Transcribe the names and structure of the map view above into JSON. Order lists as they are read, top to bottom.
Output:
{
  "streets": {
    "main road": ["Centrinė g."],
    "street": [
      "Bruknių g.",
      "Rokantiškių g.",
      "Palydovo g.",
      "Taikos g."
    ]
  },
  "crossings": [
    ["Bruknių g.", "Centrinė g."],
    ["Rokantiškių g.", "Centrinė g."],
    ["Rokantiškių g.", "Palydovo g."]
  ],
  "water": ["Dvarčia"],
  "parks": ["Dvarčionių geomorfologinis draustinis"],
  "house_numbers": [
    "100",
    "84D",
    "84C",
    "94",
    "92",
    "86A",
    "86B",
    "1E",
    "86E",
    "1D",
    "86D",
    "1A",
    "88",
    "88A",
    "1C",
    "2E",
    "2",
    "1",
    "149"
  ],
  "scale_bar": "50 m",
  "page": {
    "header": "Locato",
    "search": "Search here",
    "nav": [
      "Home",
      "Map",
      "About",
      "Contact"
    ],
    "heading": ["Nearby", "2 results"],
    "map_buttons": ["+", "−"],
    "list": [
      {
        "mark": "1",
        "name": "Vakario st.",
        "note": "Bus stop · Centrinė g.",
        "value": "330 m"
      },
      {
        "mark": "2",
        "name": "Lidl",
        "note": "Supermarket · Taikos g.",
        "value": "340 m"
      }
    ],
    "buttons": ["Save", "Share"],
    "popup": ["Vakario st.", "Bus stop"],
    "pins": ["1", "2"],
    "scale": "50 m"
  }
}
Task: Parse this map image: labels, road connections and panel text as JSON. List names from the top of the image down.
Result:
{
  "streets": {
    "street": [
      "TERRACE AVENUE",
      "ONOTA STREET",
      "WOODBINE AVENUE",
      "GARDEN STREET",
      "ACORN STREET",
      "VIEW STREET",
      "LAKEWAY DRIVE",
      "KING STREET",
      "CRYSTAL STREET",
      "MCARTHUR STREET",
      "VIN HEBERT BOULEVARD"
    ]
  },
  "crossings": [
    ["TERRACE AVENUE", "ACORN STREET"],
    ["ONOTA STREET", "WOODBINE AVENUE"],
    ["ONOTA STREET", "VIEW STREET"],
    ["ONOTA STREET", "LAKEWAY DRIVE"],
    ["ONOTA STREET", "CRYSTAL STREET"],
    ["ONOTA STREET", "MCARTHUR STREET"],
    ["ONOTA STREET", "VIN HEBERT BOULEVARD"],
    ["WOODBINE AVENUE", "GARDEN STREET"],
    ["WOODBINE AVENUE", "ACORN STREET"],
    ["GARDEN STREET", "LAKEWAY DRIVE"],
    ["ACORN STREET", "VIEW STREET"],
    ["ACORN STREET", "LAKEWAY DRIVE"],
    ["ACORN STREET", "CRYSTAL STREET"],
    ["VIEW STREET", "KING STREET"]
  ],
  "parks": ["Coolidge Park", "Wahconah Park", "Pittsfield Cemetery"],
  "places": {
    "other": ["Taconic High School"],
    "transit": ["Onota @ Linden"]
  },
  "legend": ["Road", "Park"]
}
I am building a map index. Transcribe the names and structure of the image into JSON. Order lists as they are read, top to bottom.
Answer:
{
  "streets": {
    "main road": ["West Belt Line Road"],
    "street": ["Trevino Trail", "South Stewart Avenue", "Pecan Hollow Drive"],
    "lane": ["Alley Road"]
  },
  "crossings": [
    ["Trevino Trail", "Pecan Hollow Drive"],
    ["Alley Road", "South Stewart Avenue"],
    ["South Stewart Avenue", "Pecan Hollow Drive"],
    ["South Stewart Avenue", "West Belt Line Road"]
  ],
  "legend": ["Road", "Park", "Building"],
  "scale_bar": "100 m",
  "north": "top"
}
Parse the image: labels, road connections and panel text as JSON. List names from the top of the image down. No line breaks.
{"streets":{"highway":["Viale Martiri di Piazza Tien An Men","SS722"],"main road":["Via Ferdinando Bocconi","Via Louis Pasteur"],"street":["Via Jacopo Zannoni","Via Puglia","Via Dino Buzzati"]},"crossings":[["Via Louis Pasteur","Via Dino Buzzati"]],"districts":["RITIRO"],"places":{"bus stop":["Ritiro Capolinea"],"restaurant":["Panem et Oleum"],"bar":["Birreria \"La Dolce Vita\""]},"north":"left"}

* _Required work_:
The entire listing needs to be output again, exactly, please.

* _Answer_:
Transcribe the names and structure of the map view above into JSON. Order lists as they are read, top to bottom.
Output:
{
  "streets": {
    "main road": ["Centrinė g."],
    "street": [
      "Bruknių g.",
      "Rokantiškių g.",
      "Palydovo g.",
      "Taikos g."
    ]
  },
  "crossings": [
    ["Bruknių g.", "Centrinė g."],
    ["Rokantiškių g.", "Centrinė g."],
    ["Rokantiškių g.", "Palydovo g."]
  ],
  "water": ["Dvarčia"],
  "parks": ["Dvarčionių geomorfologinis draustinis"],
  "house_numbers": [
    "100",
    "84D",
    "84C",
    "94",
    "92",
    "86A",
    "86B",
    "1E",
    "86E",
    "1D",
    "86D",
    "1A",
    "88",
    "88A",
    "1C",
    "2E",
    "2",
    "1",
    "149"
  ],
  "scale_bar": "50 m",
  "page": {
    "header": "Locato",
    "search": "Search here",
    "nav": [
      "Home",
      "Map",
      "About",
      "Contact"
    ],
    "heading": ["Nearby", "2 results"],
    "map_buttons": ["+", "−"],
    "list": [
      {
        "mark": "1",
        "name": "Vakario st.",
        "note": "Bus stop · Centrinė g.",
        "value": "330 m"
      },
      {
        "mark": "2",
        "name": "Lidl",
        "note": "Supermarket · Taikos g.",
        "value": "340 m"
      }
    ],
    "buttons": ["Save", "Share"],
    "popup": ["Vakario st.", "Bus stop"],
    "pins": ["1", "2"],
    "scale": "50 m"
  }
}
Task: Parse this map image: labels, road connections and panel text as JSON. List names from the top of the image down.
Result:
{
  "streets": {
    "street": [
      "TERRACE AVENUE",
      "ONOTA STREET",
      "WOODBINE AVENUE",
      "GARDEN STREET",
      "ACORN STREET",
      "VIEW STREET",
      "LAKEWAY DRIVE",
      "KING STREET",
      "CRYSTAL STREET",
      "MCARTHUR STREET",
      "VIN HEBERT BOULEVARD"
    ]
  },
  "crossings": [
    ["TERRACE AVENUE", "ACORN STREET"],
    ["ONOTA STREET", "WOODBINE AVENUE"],
    ["ONOTA STREET", "VIEW STREET"],
    ["ONOTA STREET", "LAKEWAY DRIVE"],
    ["ONOTA STREET", "CRYSTAL STREET"],
    ["ONOTA STREET", "MCARTHUR STREET"],
    ["ONOTA STREET", "VIN HEBERT BOULEVARD"],
    ["WOODBINE AVENUE", "GARDEN STREET"],
    ["WOODBINE AVENUE", "ACORN STREET"],
    ["GARDEN STREET", "LAKEWAY DRIVE"],
    ["ACORN STREET", "VIEW STREET"],
    ["ACORN STREET", "LAKEWAY DRIVE"],
    ["ACORN STREET", "CRYSTAL STREET"],
    ["VIEW STREET", "KING STREET"]
  ],
  "parks": ["Coolidge Park", "Wahconah Park", "Pittsfield Cemetery"],
  "places": {
    "other": ["Taconic High School"],
    "transit": ["Onota @ Linden"]
  },
  "legend": ["Road", "Park"]
}
I am building a map index. Transcribe the names and structure of the image into JSON. Order lists as they are read, top to bottom.
Answer:
{
  "streets": {
    "main road": ["West Belt Line Road"],
    "street": ["Trevino Trail", "South Stewart Avenue", "Pecan Hollow Drive"],
    "lane": ["Alley Road"]
  },
  "crossings": [
    ["Trevino Trail", "Pecan Hollow Drive"],
    ["Alley Road", "South Stewart Avenue"],
    ["South Stewart Avenue", "Pecan Hollow Drive"],
    ["South Stewart Avenue", "West Belt Line Road"]
  ],
  "legend": ["Road", "Park", "Building"],
  "scale_bar": "100 m",
  "north": "top"
}
Parse the image: labels, road connections and panel text as JSON. List names from the top of the image down. No line breaks.
{"streets":{"highway":["Viale Martiri di Piazza Tien An Men","SS722"],"main road":["Via Ferdinando Bocconi","Via Louis Pasteur"],"street":["Via Jacopo Zannoni","Via Puglia","Via Dino Buzzati"]},"crossings":[["Via Louis Pasteur","Via Dino Buzzati"]],"districts":["RITIRO"],"places":{"bus stop":["Ritiro Capolinea"],"restaurant":["Panem et Oleum"],"bar":["Birreria \"La Dolce Vita\""]},"north":"left"}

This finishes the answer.